ABOUT THIS EXERCISE:
Pick every line from the data that holds the word "Francisco".

[[ PROVIDED INFORMATION open ]]

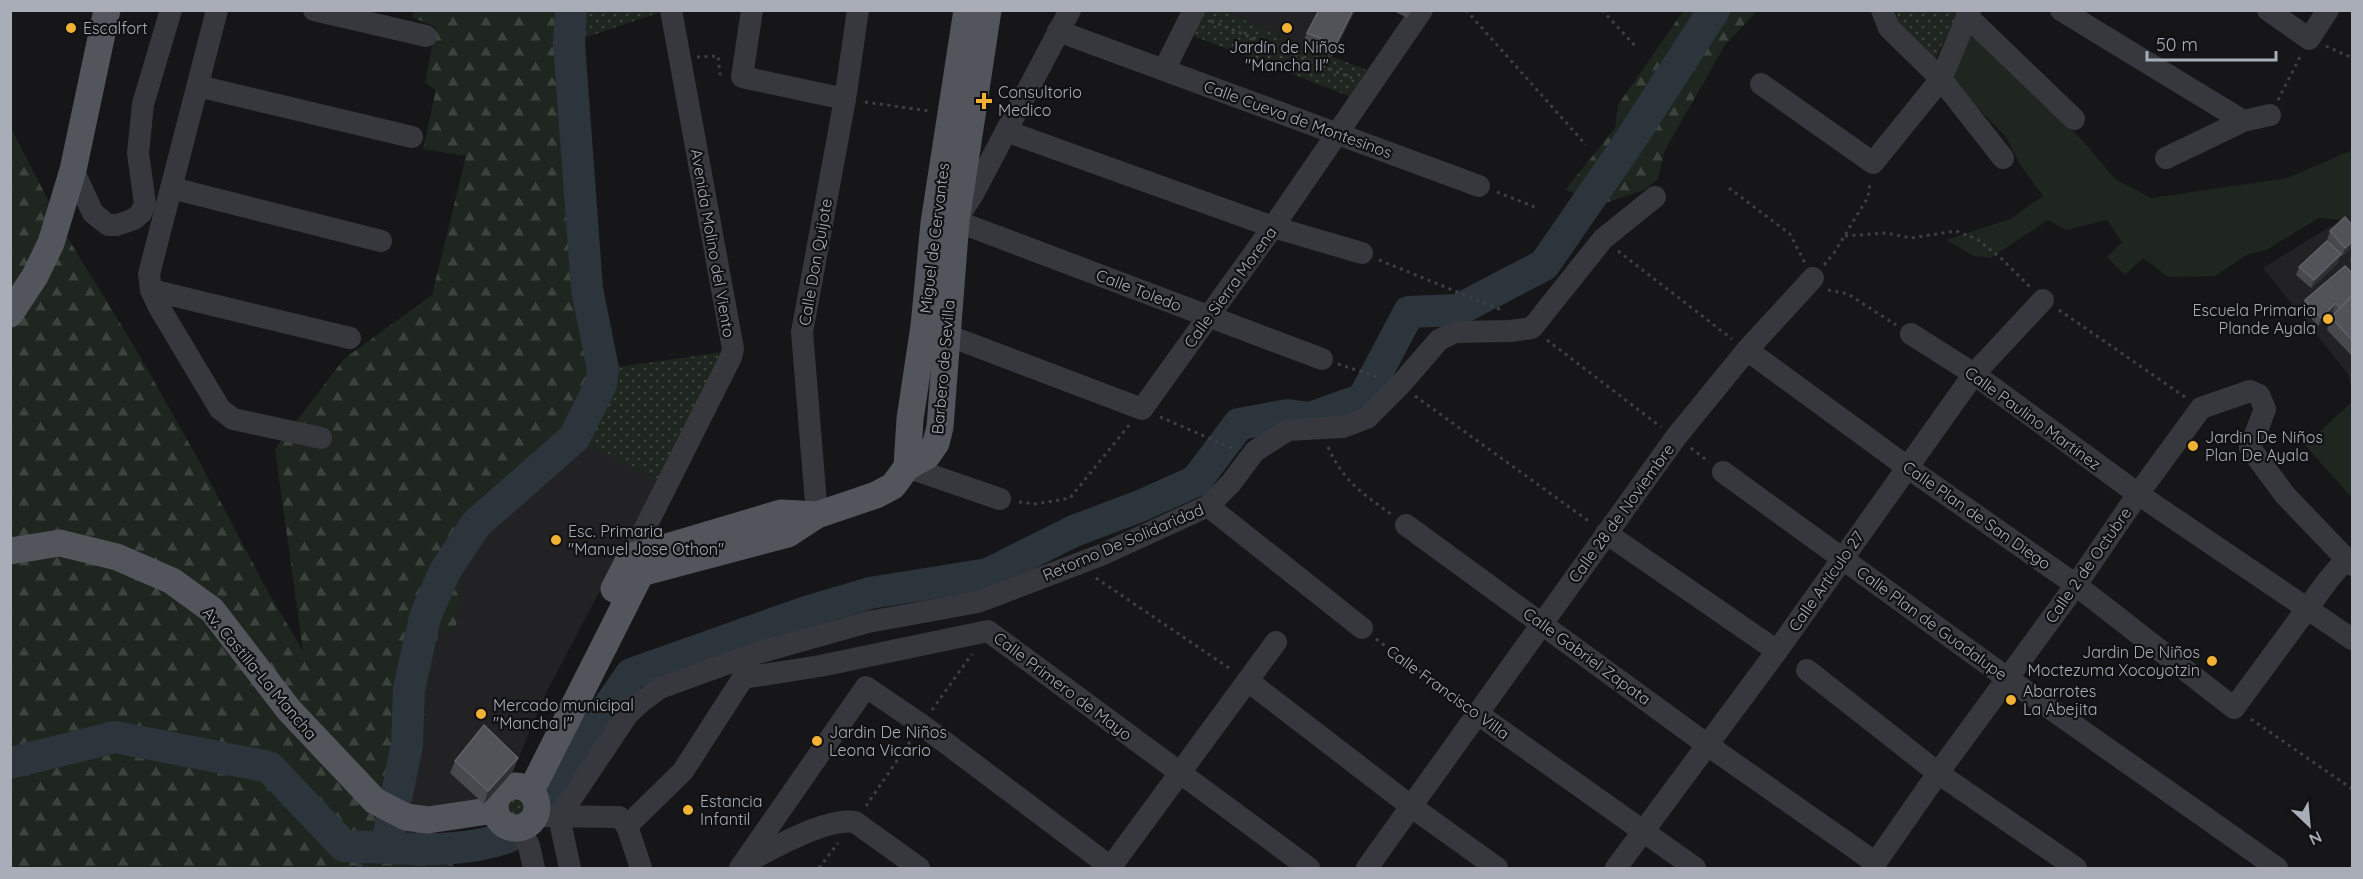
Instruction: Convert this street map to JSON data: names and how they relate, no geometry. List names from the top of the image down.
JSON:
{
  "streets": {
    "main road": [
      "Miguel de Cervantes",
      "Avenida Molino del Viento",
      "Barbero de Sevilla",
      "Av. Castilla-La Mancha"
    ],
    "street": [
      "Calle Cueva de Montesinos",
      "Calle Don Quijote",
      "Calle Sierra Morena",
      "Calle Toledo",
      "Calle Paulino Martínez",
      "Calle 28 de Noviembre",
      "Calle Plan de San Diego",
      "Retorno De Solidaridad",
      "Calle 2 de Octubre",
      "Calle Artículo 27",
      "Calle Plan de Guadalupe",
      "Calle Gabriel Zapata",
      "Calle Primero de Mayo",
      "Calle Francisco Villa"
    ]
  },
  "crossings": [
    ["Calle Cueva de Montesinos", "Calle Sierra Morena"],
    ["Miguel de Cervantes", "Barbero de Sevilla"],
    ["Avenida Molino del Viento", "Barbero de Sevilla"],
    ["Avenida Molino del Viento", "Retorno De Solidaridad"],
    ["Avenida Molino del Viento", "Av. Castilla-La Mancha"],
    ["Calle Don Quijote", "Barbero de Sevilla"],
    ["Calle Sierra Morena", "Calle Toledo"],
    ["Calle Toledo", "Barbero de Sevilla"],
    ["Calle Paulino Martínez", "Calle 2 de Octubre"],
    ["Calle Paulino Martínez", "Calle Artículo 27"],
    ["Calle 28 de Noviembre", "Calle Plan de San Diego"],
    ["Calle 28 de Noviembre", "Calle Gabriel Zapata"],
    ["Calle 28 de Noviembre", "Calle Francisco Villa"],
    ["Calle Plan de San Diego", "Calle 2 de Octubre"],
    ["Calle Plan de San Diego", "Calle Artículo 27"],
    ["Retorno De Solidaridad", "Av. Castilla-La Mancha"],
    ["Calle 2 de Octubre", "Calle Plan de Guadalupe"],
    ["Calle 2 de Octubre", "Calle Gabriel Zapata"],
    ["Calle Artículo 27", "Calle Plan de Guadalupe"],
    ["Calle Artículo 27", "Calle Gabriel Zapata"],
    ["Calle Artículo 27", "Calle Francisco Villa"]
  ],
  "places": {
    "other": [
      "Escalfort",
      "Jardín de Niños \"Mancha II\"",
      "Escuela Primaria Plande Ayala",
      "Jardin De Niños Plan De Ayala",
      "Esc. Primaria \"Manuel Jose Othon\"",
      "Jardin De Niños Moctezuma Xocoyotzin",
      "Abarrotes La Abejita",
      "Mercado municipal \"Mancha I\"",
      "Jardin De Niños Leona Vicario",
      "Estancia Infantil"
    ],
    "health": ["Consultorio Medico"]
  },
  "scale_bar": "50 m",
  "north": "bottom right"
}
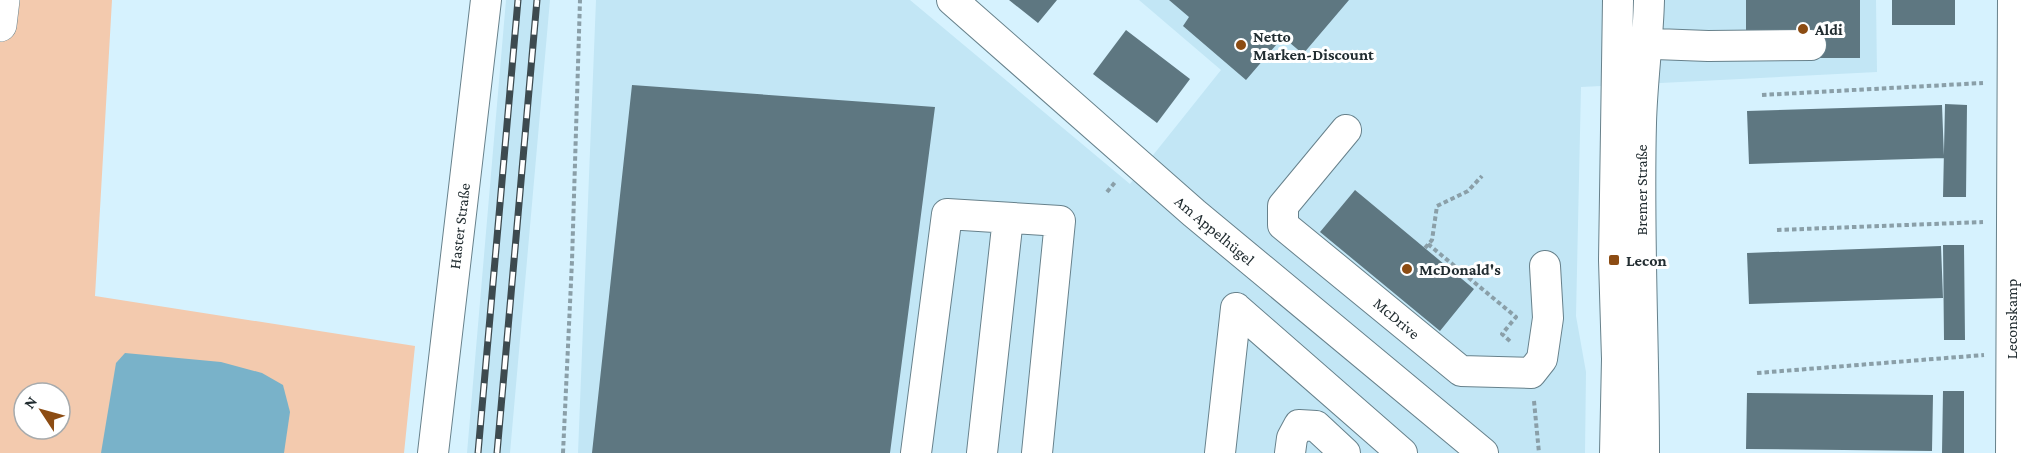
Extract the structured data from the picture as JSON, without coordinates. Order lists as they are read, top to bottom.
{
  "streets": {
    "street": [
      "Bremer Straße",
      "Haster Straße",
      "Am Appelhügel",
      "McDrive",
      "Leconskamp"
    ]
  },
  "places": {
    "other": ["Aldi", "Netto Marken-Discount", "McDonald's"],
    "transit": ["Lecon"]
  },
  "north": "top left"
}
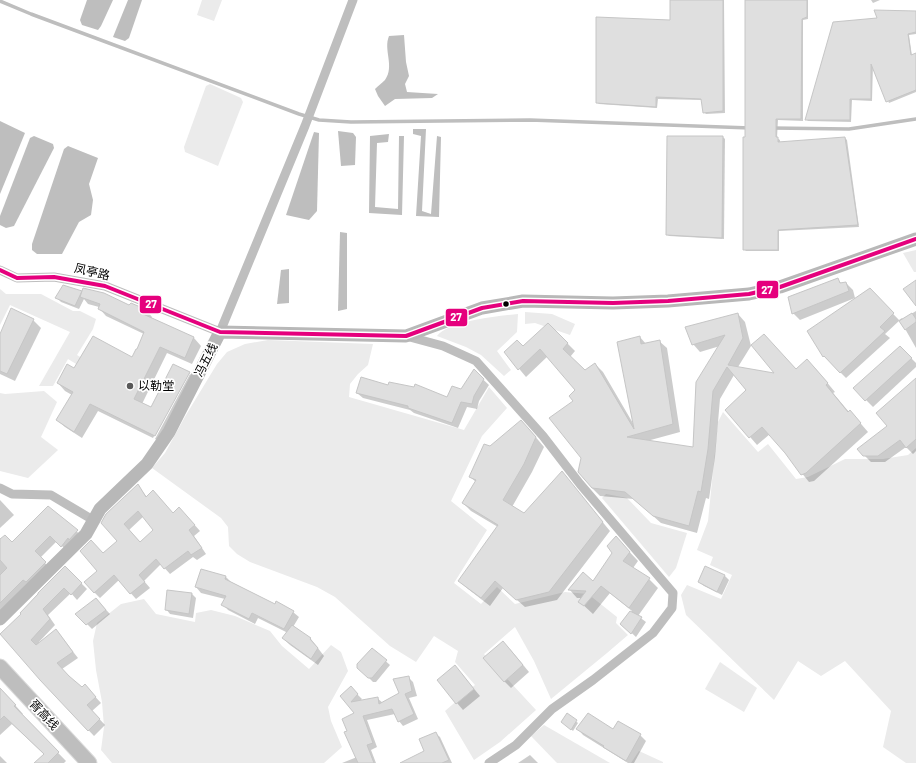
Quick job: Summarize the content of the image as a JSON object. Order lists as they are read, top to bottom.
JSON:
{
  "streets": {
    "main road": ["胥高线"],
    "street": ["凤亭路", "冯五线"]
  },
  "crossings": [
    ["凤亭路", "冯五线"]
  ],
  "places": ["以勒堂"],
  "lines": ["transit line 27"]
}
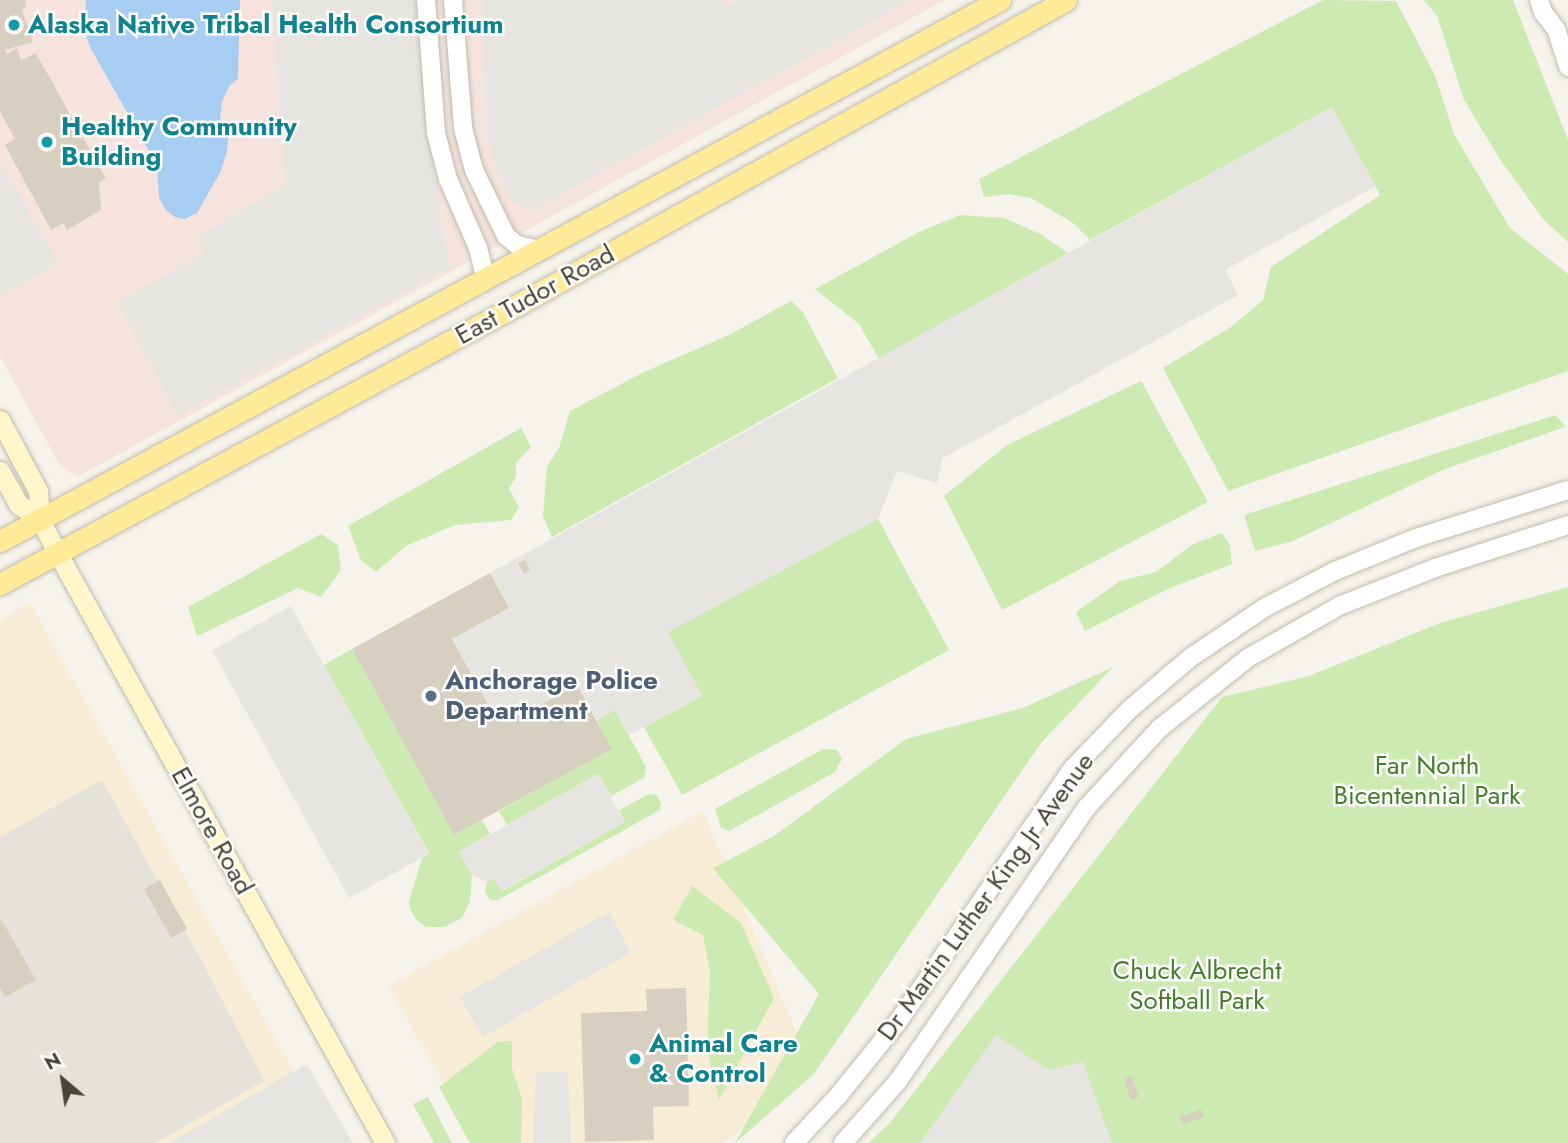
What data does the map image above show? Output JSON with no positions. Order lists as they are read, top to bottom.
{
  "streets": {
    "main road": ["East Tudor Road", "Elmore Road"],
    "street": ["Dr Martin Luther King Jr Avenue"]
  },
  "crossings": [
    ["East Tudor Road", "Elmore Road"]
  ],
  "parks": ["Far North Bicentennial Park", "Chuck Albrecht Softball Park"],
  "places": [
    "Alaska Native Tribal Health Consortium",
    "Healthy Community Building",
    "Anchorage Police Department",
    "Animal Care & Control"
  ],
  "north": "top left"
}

[[ PROVIDED INFORMATION closed ]]

TASK RESULT:
      "Calle Francisco Villa"
    ["Calle 28 de Noviembre", "Calle Francisco Villa"],
    ["Calle Artículo 27", "Calle Francisco Villa"]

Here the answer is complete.